As riots over the cost of living broke out in impoverished Haiti, the IADB prepared to announce increased funding of ports, sugarcane mills and other biofuel ventures throughout Latin America, citing plant-based fuels as a crucial counterweight to climate change and rising energy prices.

"The bank's aggressive promotion of biofuels may be good for corporations, but it's a bad deal for farmers, indigenous people and the environment in Latin America," Kate Horner of Friends of the Earth-U.S., said at the bank's annual meeting in Miami.

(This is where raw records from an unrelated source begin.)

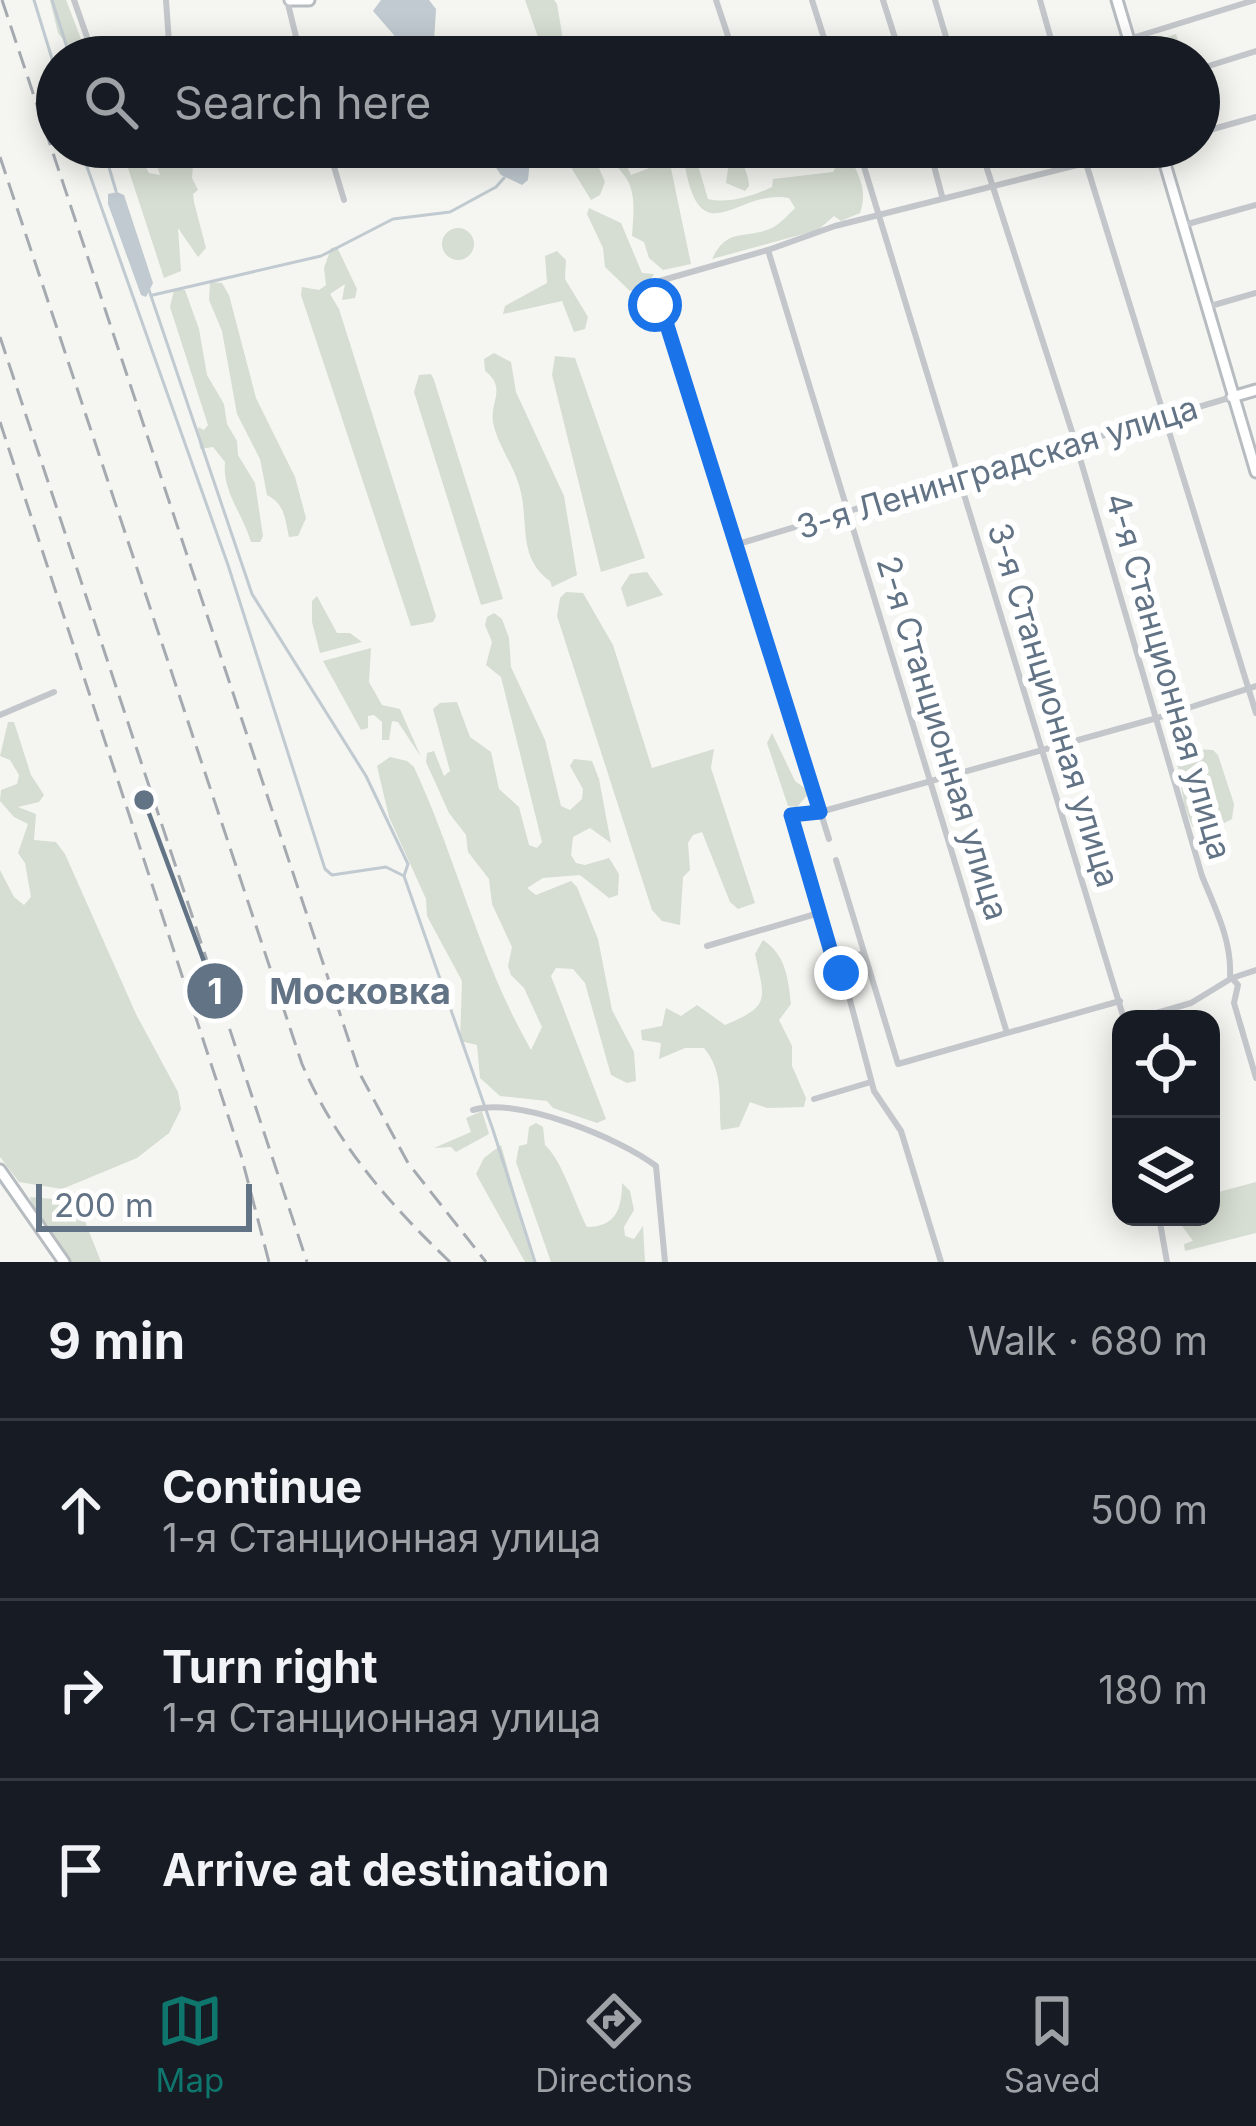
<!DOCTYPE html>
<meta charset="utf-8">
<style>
:root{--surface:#171b24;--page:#20242c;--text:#f1f3f6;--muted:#9ea1a6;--line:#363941;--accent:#0f766e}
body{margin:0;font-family:Inter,sans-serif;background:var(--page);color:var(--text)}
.controls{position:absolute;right:36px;bottom:36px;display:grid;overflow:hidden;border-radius:24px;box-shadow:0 6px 30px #0003}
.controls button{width:108px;height:108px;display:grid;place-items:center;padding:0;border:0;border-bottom:3px solid var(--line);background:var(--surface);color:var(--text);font:60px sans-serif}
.scale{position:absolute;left:36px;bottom:30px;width:216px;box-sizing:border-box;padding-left:12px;border:6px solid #627385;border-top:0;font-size:33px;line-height:42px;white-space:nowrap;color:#627385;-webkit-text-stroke:9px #fff;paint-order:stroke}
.stop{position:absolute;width:36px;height:36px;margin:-27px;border:9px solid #1a73e8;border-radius:50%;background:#fff}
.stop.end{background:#1a73e8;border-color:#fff;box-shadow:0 3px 12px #0008}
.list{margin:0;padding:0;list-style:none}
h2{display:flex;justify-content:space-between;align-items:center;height:156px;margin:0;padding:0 48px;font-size:51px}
h2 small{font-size:39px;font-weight:400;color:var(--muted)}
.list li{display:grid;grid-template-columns:78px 1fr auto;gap:36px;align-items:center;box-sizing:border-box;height:180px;padding:0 48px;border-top:3px solid var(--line)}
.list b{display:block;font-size:45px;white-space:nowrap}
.list p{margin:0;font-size:39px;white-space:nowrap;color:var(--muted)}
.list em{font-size:39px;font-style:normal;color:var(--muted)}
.icon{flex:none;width:66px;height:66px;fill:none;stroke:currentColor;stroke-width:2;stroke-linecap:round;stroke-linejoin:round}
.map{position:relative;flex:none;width:1256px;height:1262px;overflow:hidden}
.search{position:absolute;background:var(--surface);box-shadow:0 6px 30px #0003;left:36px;right:36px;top:36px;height:132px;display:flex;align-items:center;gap:30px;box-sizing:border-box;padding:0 42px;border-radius:66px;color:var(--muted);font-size:45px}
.sheet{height:696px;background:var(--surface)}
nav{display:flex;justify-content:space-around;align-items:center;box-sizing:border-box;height:168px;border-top:3px solid var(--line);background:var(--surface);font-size:33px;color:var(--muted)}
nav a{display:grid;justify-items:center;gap:6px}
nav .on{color:var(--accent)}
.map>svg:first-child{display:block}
.green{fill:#d6ddd2}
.water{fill:#c0cad0}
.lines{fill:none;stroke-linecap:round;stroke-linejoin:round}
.stream{stroke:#c0cad0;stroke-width:3}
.secondary-casing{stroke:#b7bcc1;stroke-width:15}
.street{stroke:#c3c6ca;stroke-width:6}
.secondary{stroke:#fff;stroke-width:9}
.rail{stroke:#a5aab1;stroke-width:3;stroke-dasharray:18 9;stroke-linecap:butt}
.route{stroke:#1a73e8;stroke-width:15}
.labels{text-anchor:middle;stroke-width:12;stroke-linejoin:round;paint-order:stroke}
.street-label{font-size:33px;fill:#627385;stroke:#fff}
.leader{fill:none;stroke:#627385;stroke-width:4.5}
.callout-dot{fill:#627385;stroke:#fff;stroke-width:4.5}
.mark-label{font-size:36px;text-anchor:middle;font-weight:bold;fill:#fff}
.callout-label{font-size:36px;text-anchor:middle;font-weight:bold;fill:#627385;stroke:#fff;stroke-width:12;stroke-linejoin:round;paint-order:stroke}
</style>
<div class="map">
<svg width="1256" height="1262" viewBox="0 0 1256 1262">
<rect width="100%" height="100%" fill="#f5f6f1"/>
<path class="green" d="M50 0H66L88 57H77L58 33Z
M525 0H554L557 4 566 57H545Z
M1176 34 1184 57H1143L1138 41 1152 36 1154 41Z
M151 147H186L190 154 185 158 193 165 192 178 198 190 193 194 194 202 206 248 198 257 178 228 181 271 164 278 126 162 130 158 142 160 149 173 160 175Z
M577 147H590L605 182 600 195 591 200 572 169Z
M606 147H618L631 175 652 167 648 157 656 147 707 148 708 155 699 169 708 199C729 204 753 196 772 187L773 179 833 172 842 154 849 156C859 175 868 191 860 213L841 221 834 216 818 230 712 259C728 226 745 240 772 228 780 224 789 214 795 208L789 198C738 188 701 256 685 166L669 159 691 264 663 270 649 258 644 242 632 236C633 219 636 199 629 183 622 169 610 163 606 147Z
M731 147H740C738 161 749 171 749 186L745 191 726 183Z
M589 208 621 223 642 273 654 274 647 286 630 291 605 267 603 248 587 214Z
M442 244a16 16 0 1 1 32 0a16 16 0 1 1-32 0Z
M337 247 357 289 355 298 342 300 345 284 330 294 339 309 436 616 433 622 411 626 301 295 302 287 319 290 326 285 324 268 331 248Z
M557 251 566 260 565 279 588 317 585 329 574 332 562 301 503 314 505 306 547 283 545 256Z
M210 282 222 283 229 295 256 398 295 477 306 518 298 536 289 537C285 519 285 504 267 495L260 459 237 414 222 331 209 300Z
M174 290H185L199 329 207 375 224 404 227 424 237 441 238 455 255 483 263 536 260 542H251C243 514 222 492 225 462L213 447 200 449 198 427 204 430 208 425 170 307Z
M494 353 511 362 516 392 564 496 577 575 552 587 550 581C516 557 530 520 519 485 513 464 497 444 493 422 490 401 507 388 485 371L484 359Z
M555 356 575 358 645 558 601 572 552 375Z
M431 374 434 380 503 599 481 605 414 392 419 375Z
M647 572 663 595 627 607 621 588 630 574Z
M566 592 583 593 613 645 652 768 714 749 711 768 755 903 738 909 730 902 702 832 693 835 688 843 690 870 683 877 680 925 662 921 652 910 557 616 560 598Z
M317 596 337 633H350L362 642 320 653 312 622V601Z
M494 613 502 619 509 638 511 667 545 740 561 806 570 810 582 799 583 789 570 766 574 759 592 761 599 779 611 843 590 828 573 837 571 855 576 863 585 865 609 858 619 874 618 895 609 898 580 875 543 878 527 888 536 895 571 881 577 887 598 939 612 1010 634 1052 636 1081 627 1083 611 1075 585 983 573 969 556 968 551 976 606 1119 597 1123 553 1108 547 1101 500 1096 480 1078 477 1045 460 1041 462 981 427 916 426 899 389 817 377 766 390 757 407 761 414 767C457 860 480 961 531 1050L542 1027 524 988 511 975 508 966 512 947 492 904 489 879 468 852 466 835 449 813 426 762 427 753 434 751 444 776 450 771 433 709 440 703 457 702 470 737 491 752 499 789 519 807 529 845 537 848 542 842 501 677 486 665 492 642 485 625 487 617Z
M371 648 369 682 382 705 400 709 421 757 398 722 392 721 389 740H382V722L374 715 368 716V728L361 730 323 661Z
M8 722H14L31 775 44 795 39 802 18 807 36 814 34 840 56 842 65 854 136 1014 178 1092 181 1109 169 1133 137 1158 62 1189 19 1182 0 1157V870L14 897 24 905 31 897 25 863 18 853 28 824 14 817 0 801 1 790 17 784 19 775 10 760 0 756Z
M772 733 795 781 810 792 797 807 788 806 767 743Z
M1195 749 1213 750 1218 755 1234 804 1232 819 1207 832 1192 826 1184 804 1176 756 1179 750Z
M763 940C786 955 788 978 791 1004L779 1020 792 1046V1066L806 1098 804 1107 767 1108 750 1102 739 1127 721 1130C718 1102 725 1073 704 1048H685L659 1059 661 1043 642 1040 641 1030 662 1026 666 1008 681 1016 697 1005 725 1025C771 1006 765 1000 755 954Z
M482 1111 489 1134 456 1152 451 1147 434 1148 471 1132 466 1118Z
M536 1123 543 1127 545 1145C562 1160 575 1204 587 1227 616 1227 622 1208 622 1183L630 1191 634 1210 624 1227 625 1236 634 1239 643 1226 645 1262H551L516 1162 519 1146 527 1144 529 1127Z
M501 1145 534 1262H525L476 1174 484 1158Z
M1256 1182V1233L1185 1251 1184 1244 1193 1241 1182 1226V1217H1211V1194Z
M30 1197 77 1201 101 1262H68L33 1208Z"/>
<path class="water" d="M381 0H429L436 9 434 41H422L428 57H413L373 11Z
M509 147 530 161 528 180 522 185 501 175 492 162 498 148Z
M117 192 124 195 153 283 146 297 141 295 108 204V194Z"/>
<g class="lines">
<path class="stream" d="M34 0 57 75
M52 0 70 57
M80 147 228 565 325 869 332 875 386 867 402 875
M103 147 116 191
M149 290 252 594 366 776 408 864 404 876 493 1130 535 1262
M153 295 321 256 393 219 450 212 496 187 504 178"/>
<g class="secondary-casing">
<path id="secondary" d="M290 0H309
M1117 0 1134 57
M1160 147 1256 472
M1232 397 1256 390
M0 1170 64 1262"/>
</g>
<path class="street" d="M74 0 94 57
M166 0 170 57
M287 0 301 57
M716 0 728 36
M812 0 830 57
M883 0 901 57
M935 0 952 57
M1040 0 1056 57
M1129 39 1255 0
M1199 69 1256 51
M1199 133 1256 117
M328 147 344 200
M858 147 1124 1019
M929 147 942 196
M980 147 1075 441 1202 876C1215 908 1232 941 1230 976L1238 985 1234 1003 1256 1078
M1081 147 1256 713
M1184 225 1256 205
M768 250 1007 1033
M1207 307 1256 293
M738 544 1232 397
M0 715 54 692
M829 839 665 319 648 298V292L656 282 768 250 835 226 1085 163
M836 860 898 1064 1120 1001
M707 946 819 913
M834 962 864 953
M1136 1019 1191 1003 1232 978 1256 970
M814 1099 871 1082
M473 1110C519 1097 619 1138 656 1166L665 1262
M1159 1217 1167 1262
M941 1262 901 1131 874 1091 846 985 834 962 791 815 820 812 1157 718 1256 686"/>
<use href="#secondary" class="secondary"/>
<path class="rail" d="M2 0 360 1074 408 1163 486 1262
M0 157 302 1064C336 1143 388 1203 450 1262
M0 337 307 1262
M0 422 241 1155 269 1262"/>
</g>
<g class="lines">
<path class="route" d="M655 305 665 319 820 812 791 815 834 962 841 973"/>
</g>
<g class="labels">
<g class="street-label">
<text transform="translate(997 467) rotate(-17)" y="12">3-я Ленинградская улица</text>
<text transform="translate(1169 676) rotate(74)" y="12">4-я Станционная улица</text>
<text transform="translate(1054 705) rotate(73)" y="12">3-я Станционная улица</text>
<text transform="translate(943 738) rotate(73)" y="12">2-я Станционная улица</text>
</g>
</g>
<path class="leader" d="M144 800L215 991"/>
<g class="callout-dot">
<circle cx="144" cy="800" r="12"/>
<circle cx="215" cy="991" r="30"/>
</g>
<g class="mark-label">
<text x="215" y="1004">1</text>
</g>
<g class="callout-label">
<text x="360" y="1004">Московка</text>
</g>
</svg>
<div class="controls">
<button><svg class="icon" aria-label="locate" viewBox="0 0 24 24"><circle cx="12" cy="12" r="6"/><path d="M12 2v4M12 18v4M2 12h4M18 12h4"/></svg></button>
<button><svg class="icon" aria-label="layers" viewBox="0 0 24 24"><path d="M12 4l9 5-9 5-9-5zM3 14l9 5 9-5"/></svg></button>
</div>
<div class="scale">200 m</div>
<div class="stop" style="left:655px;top:305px"></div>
<div class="stop end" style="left:841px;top:973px"></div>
<div class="search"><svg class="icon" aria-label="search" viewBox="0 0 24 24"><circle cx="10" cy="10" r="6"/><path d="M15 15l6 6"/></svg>Search here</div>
</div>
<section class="sheet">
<h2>9 min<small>Walk · 680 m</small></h2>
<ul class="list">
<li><svg class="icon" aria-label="ahead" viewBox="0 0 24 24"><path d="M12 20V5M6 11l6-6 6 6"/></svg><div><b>Continue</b><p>1-я Станционная улица</p></div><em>500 m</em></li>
<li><svg class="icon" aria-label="right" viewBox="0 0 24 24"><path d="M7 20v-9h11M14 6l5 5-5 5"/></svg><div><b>Turn right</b><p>1-я Станционная улица</p></div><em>180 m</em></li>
<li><svg class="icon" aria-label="arrive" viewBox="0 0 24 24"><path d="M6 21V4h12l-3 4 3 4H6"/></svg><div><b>Arrive at destination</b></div></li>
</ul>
</section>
<nav>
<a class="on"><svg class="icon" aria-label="map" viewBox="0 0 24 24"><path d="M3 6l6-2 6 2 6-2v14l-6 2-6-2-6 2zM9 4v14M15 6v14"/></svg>Map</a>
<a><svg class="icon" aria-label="directions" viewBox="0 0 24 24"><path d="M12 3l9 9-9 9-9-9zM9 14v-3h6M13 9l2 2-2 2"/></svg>Directions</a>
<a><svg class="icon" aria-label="saved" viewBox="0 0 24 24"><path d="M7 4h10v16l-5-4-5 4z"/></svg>Saved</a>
</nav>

World food prices have jumped due to what the U.N.'s World Food Program says is a mixture of high energy prices, which are boosting transportation costs, increased demand for food by developing countries, erratic weather and competition between biofuels and food for land and investment…

IADB President Luis Alberto Moreno said he believes Latin America has a bright future in "green energy," or biofuels. The bank has around $3 billion in private-sector loan projects under consideration. Critics say the vast majority do not promote rural development in Latin America but are aimed at supporting large exporters satisfying U.S. demands for energy.

In Haiti, the poorest country in the Americas, organizations like the IADB are eager to promote projects that cultivate jatropha, a plant capable of surviving in the country's denuded wastelands and also of producing an oil in its nuts that can be used as fuel. The projects would involve some irrigation. "Why don't they use it to produce more food?" said Aldrin Calixte of the activist group Haiti Survie.